Summary: PHP, utilized by millions of Web sites around the Web, has a not-so-hidden secret on their Web site: a directory full of pirated content, config files containing user name and password information, and more.
Update: The directory has now been taken care of; however, for the time being, Google’s cache of the directory remains intact.
It’s interesting what a night of advanced Google querying can yield. On the heels of running across USA Today’s prototype Windows 8 application in a designer’s profile (thanks to advanced querying), I’ve now stumbled upon a directory on PHP’s official Web site that contains a number of pirated Blu-ray movie rips, config files with user names and passwords, games, music, and more.
If you like CSI or taking part of investigative research, you’re going to love this post. I’m not just going to show you the directory, but I’m also going to break down how I found it, how things like this get found and indexed by Google, and I’ll shore it all up with key takeaways. But before I delve into all of that, let’s begin with a screen shot of the directory for quick reference:
Now, as you can see, the most obvious files within the directory are the Blu-ray titles and music albums. Admin types will quickly notice the wget logs and the folder titled “config.save” — both, containing telling information, as you would expect. The directory “fsx” contains a copy of Microsoft’s Flight Simulator X and the rest of what you see there is source content for Web sites.

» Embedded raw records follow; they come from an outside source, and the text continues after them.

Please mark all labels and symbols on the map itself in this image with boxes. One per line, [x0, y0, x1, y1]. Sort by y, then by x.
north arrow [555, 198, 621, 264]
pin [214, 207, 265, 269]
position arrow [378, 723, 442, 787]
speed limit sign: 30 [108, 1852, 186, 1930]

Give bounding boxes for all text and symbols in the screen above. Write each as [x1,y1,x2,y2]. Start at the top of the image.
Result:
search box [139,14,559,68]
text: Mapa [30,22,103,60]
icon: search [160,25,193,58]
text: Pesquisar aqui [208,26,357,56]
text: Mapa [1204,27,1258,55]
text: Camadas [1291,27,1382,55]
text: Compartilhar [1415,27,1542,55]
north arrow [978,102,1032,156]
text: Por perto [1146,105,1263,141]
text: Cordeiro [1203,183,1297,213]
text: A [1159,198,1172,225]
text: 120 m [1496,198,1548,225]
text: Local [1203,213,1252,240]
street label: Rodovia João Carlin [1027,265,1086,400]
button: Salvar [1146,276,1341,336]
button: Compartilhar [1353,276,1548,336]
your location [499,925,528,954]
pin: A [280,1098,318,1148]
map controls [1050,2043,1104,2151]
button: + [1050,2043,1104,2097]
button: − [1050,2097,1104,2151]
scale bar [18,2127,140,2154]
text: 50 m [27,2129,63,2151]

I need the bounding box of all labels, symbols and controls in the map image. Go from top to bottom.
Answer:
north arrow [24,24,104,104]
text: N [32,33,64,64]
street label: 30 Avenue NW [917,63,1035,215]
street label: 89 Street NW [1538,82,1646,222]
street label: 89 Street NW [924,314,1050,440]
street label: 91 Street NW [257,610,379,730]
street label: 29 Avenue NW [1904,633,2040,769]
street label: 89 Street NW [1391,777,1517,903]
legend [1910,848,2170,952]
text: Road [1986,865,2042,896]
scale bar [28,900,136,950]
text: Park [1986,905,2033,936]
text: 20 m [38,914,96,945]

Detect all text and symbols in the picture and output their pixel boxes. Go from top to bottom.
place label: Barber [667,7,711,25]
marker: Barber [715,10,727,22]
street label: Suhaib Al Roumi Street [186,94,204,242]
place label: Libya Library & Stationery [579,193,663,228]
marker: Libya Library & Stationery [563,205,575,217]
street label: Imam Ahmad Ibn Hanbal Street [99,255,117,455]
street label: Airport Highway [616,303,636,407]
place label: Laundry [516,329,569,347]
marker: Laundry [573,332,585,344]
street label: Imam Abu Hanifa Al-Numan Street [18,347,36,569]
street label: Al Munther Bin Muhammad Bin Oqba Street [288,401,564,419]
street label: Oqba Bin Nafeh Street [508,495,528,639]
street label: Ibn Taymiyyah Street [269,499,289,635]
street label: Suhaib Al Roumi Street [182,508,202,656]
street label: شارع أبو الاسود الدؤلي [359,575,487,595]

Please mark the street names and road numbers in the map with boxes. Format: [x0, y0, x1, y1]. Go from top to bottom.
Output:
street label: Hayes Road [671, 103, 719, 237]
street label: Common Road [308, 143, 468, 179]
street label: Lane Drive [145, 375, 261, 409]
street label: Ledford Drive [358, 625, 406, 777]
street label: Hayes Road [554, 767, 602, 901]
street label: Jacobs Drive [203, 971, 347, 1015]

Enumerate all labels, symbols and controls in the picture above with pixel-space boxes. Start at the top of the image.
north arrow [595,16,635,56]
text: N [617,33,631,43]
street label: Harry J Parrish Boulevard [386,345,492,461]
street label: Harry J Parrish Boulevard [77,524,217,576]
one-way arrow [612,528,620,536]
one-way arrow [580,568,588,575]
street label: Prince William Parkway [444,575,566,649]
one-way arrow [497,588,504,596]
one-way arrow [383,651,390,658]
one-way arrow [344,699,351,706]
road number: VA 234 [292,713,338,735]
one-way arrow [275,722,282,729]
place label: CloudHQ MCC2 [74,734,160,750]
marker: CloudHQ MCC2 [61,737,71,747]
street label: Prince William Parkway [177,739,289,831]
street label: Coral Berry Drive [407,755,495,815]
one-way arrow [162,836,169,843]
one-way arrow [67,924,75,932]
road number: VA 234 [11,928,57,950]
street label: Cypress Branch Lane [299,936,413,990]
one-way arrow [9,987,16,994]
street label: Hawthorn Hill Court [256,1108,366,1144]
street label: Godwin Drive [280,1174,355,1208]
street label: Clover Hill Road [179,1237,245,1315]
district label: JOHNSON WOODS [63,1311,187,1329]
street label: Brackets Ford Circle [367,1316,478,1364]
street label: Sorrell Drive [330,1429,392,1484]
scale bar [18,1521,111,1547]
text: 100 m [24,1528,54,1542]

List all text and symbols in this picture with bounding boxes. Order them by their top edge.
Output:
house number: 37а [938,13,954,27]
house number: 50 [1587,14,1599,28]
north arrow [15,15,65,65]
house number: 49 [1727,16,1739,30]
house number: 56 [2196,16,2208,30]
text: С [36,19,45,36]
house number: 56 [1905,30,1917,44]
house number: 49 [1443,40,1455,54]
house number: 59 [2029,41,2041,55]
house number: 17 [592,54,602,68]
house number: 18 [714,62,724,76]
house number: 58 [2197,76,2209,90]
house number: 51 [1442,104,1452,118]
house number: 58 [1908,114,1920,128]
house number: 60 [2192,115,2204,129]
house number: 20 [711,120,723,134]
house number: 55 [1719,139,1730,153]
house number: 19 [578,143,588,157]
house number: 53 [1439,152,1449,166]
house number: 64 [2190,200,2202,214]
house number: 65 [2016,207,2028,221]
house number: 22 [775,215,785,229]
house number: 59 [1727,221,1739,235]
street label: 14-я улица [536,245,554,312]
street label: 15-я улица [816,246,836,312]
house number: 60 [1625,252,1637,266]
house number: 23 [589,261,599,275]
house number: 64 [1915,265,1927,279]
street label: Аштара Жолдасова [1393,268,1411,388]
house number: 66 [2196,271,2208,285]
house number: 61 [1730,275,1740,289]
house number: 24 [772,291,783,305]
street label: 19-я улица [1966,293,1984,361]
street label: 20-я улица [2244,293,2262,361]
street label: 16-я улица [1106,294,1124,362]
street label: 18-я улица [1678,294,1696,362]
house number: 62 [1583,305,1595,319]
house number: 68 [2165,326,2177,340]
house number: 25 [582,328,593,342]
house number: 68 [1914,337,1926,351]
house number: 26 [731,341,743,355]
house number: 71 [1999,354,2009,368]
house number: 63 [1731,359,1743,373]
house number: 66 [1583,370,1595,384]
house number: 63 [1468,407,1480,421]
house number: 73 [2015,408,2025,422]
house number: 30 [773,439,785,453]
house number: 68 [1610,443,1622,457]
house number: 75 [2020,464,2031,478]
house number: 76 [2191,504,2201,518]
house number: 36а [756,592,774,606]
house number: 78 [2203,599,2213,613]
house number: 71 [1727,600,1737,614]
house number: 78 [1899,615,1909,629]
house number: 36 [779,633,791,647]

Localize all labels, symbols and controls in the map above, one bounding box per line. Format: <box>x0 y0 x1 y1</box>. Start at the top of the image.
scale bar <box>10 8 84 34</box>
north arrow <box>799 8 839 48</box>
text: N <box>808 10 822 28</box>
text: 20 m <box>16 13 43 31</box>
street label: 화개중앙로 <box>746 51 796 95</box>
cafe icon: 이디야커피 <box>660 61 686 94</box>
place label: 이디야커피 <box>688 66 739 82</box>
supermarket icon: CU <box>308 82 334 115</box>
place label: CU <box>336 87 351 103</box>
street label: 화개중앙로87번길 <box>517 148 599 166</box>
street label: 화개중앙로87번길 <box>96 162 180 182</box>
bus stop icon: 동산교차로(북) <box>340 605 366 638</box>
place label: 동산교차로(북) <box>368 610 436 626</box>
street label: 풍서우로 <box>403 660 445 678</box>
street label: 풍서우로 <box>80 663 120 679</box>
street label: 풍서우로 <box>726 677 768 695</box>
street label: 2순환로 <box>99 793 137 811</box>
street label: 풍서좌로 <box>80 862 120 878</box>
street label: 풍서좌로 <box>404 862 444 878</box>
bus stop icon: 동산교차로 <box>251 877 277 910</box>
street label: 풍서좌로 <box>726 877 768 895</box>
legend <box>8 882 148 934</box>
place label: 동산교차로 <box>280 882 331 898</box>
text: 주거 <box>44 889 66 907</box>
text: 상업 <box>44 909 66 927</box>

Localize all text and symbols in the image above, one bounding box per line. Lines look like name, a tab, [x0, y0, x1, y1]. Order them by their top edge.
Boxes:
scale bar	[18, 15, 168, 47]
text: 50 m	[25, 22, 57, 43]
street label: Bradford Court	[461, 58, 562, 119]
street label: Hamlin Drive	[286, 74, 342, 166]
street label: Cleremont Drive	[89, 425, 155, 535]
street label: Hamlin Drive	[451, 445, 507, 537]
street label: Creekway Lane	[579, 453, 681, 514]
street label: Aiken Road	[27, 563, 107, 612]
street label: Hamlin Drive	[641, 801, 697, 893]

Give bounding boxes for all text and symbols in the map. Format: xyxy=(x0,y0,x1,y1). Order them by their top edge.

So, where did this directory come from and how did Google find it to index? After all, this is obviously a directory that wasn’t meant for public consumption. Well, put simply, a link to this directory has been posted in some form or fashion, somewhere on the Web. But how do we find out where that is? Sometimes, you simply can’t… but that won’t stop us from trying! First, Google provides an operator that shows us sites that link to an address you specify. Since the directory we’re interested in is “id.php.net/downloads/”, we’ll try that operator (link:) to see if we can find any sites that link to it by leveraging the following query:
link:id.php.net/downloads
Hmm. That returned no results, so let’s remove “/downloads” from the query and see what that does:
link:id.php.net
That didn’t return any relevant results, either, but why? Well, it could be due to a number of factors — anything from “nofollow” (which basically tells Google, “I don’t want you to pass any link juice to this site from my site” on any links you specify as “nofollow” on your site); to link: operator fickleness; to Google simply not wanting to show every site in their index that another site is linked to from.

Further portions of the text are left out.